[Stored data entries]
****

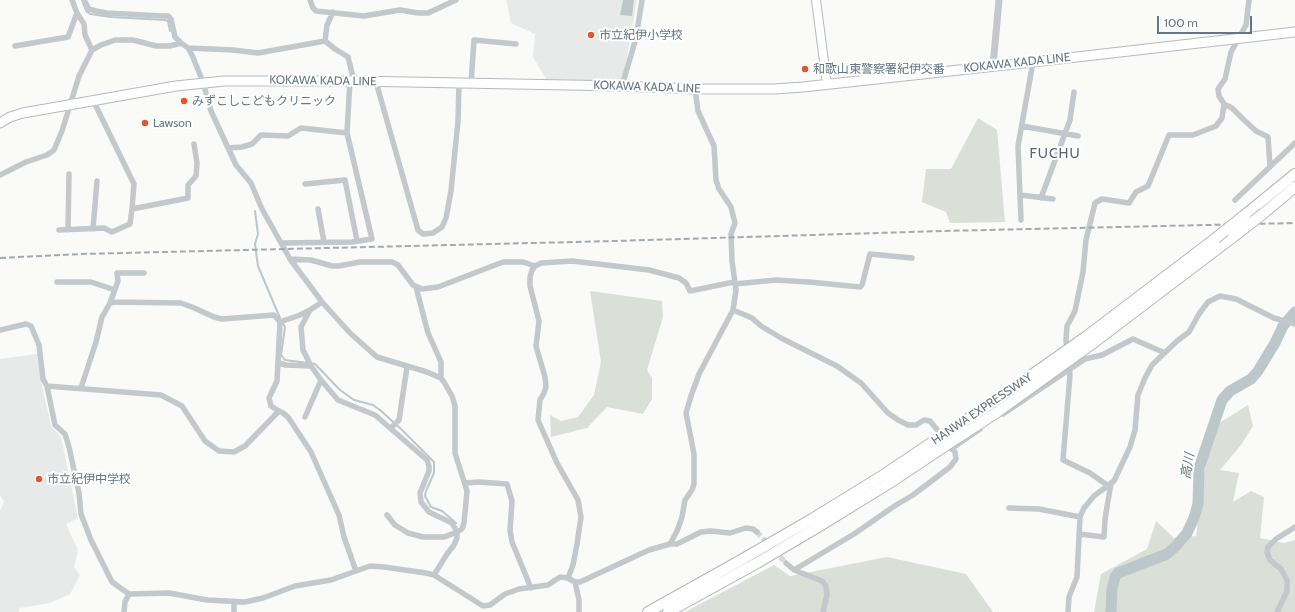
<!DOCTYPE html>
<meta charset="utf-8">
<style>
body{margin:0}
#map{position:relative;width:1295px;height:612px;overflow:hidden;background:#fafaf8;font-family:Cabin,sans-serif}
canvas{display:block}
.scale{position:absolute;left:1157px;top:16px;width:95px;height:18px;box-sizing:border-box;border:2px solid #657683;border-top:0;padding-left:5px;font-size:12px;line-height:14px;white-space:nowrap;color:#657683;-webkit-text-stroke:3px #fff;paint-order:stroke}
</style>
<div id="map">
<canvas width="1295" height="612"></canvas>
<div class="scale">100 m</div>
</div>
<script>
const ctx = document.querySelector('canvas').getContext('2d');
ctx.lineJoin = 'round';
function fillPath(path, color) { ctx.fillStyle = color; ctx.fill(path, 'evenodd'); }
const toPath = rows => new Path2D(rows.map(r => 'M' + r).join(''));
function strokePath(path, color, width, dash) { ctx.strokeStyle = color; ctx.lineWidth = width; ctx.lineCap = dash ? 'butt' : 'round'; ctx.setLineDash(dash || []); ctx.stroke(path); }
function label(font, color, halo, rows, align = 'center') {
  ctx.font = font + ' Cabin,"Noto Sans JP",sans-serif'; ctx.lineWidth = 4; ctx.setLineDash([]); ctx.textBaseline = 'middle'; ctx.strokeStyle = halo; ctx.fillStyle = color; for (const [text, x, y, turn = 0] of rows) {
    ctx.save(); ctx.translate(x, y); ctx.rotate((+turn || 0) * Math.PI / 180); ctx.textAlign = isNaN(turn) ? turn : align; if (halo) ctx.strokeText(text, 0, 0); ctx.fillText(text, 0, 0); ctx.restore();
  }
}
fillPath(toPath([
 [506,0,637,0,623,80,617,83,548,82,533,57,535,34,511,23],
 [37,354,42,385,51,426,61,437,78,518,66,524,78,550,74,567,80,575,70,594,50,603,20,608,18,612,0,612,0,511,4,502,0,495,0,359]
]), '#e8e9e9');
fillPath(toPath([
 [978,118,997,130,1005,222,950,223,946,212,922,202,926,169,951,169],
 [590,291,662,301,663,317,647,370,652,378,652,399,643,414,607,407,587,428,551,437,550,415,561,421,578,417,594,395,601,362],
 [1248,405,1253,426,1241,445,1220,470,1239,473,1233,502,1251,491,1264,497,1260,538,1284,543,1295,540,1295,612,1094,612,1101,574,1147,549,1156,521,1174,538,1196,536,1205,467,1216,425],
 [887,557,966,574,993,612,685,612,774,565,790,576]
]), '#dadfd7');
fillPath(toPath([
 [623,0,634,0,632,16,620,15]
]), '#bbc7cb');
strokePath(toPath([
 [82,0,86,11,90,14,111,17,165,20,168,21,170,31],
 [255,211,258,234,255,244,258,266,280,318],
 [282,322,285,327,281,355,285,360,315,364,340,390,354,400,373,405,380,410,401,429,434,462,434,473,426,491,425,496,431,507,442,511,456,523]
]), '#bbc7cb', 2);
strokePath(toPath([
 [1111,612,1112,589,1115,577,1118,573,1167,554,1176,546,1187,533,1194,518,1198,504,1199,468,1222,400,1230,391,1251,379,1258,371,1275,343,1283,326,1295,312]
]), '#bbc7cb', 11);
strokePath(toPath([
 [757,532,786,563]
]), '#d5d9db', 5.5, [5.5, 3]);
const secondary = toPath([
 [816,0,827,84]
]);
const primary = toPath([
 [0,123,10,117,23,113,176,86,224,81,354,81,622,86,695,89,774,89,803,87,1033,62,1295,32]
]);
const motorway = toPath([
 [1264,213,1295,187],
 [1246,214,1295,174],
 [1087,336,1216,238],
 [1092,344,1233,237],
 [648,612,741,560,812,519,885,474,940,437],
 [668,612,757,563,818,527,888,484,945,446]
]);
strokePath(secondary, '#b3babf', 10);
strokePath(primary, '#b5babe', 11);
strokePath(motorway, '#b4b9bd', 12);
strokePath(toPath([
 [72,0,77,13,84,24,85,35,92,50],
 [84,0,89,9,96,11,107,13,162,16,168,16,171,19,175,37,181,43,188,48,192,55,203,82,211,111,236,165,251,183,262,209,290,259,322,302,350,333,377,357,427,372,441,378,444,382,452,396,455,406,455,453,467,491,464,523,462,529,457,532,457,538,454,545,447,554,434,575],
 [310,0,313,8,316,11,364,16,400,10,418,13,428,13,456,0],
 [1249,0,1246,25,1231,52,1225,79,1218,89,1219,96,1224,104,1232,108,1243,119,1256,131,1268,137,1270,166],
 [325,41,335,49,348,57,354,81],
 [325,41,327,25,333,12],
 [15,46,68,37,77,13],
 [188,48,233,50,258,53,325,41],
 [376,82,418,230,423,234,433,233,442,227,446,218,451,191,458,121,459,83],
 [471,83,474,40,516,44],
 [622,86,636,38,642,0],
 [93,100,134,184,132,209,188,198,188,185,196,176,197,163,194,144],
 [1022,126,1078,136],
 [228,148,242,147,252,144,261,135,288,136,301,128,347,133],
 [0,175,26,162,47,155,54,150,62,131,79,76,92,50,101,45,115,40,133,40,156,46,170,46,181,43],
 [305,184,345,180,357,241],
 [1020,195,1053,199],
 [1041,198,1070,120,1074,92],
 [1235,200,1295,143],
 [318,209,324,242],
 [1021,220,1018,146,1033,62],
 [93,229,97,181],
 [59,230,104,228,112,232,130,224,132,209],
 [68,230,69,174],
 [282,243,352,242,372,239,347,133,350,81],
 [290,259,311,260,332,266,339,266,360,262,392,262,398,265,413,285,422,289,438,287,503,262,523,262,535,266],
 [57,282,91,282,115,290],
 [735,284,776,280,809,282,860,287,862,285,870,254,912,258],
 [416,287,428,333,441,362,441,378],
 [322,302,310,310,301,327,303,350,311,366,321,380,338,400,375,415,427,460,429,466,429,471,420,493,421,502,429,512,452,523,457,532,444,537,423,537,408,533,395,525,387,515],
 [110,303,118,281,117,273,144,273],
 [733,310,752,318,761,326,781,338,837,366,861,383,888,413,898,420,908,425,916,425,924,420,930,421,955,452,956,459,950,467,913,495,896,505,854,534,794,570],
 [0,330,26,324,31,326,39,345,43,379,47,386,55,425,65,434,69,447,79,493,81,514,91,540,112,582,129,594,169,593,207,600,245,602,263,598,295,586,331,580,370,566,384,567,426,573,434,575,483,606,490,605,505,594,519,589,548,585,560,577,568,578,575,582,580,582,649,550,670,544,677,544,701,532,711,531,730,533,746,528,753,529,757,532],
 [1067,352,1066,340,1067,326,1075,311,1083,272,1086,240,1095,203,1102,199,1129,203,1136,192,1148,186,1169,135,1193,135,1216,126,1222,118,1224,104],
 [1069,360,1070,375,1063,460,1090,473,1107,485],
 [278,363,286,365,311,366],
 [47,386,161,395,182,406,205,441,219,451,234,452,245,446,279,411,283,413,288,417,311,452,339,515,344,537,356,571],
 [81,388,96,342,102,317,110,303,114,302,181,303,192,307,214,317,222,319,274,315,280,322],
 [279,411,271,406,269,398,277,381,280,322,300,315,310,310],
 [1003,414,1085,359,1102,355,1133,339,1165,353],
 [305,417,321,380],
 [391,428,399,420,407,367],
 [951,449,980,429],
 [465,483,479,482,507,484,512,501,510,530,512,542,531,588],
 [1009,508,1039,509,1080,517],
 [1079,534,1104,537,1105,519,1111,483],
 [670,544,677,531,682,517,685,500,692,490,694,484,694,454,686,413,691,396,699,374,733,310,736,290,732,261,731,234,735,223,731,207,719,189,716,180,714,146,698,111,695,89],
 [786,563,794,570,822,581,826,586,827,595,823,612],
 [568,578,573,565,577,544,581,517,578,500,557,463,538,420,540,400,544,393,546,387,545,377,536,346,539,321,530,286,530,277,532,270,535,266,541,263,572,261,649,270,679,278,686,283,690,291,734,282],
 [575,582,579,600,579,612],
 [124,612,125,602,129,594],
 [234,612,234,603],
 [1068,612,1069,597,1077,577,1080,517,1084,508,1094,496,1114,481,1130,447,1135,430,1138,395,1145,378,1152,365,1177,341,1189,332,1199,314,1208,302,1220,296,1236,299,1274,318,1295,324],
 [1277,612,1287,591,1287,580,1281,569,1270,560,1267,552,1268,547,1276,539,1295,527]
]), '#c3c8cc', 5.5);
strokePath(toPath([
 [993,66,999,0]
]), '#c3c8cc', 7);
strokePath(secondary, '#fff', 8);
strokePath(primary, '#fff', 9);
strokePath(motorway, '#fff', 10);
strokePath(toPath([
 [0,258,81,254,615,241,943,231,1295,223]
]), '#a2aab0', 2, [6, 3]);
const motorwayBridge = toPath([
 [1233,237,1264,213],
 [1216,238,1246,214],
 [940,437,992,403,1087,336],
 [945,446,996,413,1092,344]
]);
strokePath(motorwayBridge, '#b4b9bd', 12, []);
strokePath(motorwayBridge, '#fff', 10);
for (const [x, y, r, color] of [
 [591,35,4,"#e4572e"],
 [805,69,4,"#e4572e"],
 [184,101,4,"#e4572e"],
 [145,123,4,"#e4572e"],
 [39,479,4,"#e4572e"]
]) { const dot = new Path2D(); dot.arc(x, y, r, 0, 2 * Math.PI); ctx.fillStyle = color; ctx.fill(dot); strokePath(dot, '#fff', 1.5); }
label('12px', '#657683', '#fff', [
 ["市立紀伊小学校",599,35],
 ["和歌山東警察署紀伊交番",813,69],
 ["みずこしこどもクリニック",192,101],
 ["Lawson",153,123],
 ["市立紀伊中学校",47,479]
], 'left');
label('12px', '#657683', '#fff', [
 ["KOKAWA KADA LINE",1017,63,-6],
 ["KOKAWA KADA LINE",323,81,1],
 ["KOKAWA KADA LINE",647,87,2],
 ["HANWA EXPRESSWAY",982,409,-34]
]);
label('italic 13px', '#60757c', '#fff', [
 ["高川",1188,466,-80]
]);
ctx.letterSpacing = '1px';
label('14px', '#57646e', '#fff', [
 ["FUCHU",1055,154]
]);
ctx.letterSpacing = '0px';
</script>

****

Goal of the exercise: Only the lines from the top of the data through the line with "function label(font, color, halo, rows, align" should be quoted, exactly and with both ends kept; skip the pictures.

Solution to this exercise:
<!DOCTYPE html>
<meta charset="utf-8">
<style>
body{margin:0}
#map{position:relative;width:1295px;height:612px;overflow:hidden;background:#fafaf8;font-family:Cabin,sans-serif}
canvas{display:block}
.scale{position:absolute;left:1157px;top:16px;width:95px;height:18px;box-sizing:border-box;border:2px solid #657683;border-top:0;padding-left:5px;font-size:12px;line-height:14px;white-space:nowrap;color:#657683;-webkit-text-stroke:3px #fff;paint-order:stroke}
</style>
<div id="map">
<canvas width="1295" height="612"></canvas>
<div class="scale">100 m</div>
</div>
<script>
const ctx = document.querySelector('canvas').getContext('2d');
ctx.lineJoin = 'round';
function fillPath(path, color) { ctx.fillStyle = color; ctx.fill(path, 'evenodd'); }
const toPath = rows => new Path2D(rows.map(r => 'M' + r).join(''));
function strokePath(path, color, width, dash) { ctx.strokeStyle = color; ctx.lineWidth = width; ctx.lineCap = dash ? 'butt' : 'round'; ctx.setLineDash(dash || []); ctx.stroke(path); }
function label(font, color, halo, rows, align = 'center') {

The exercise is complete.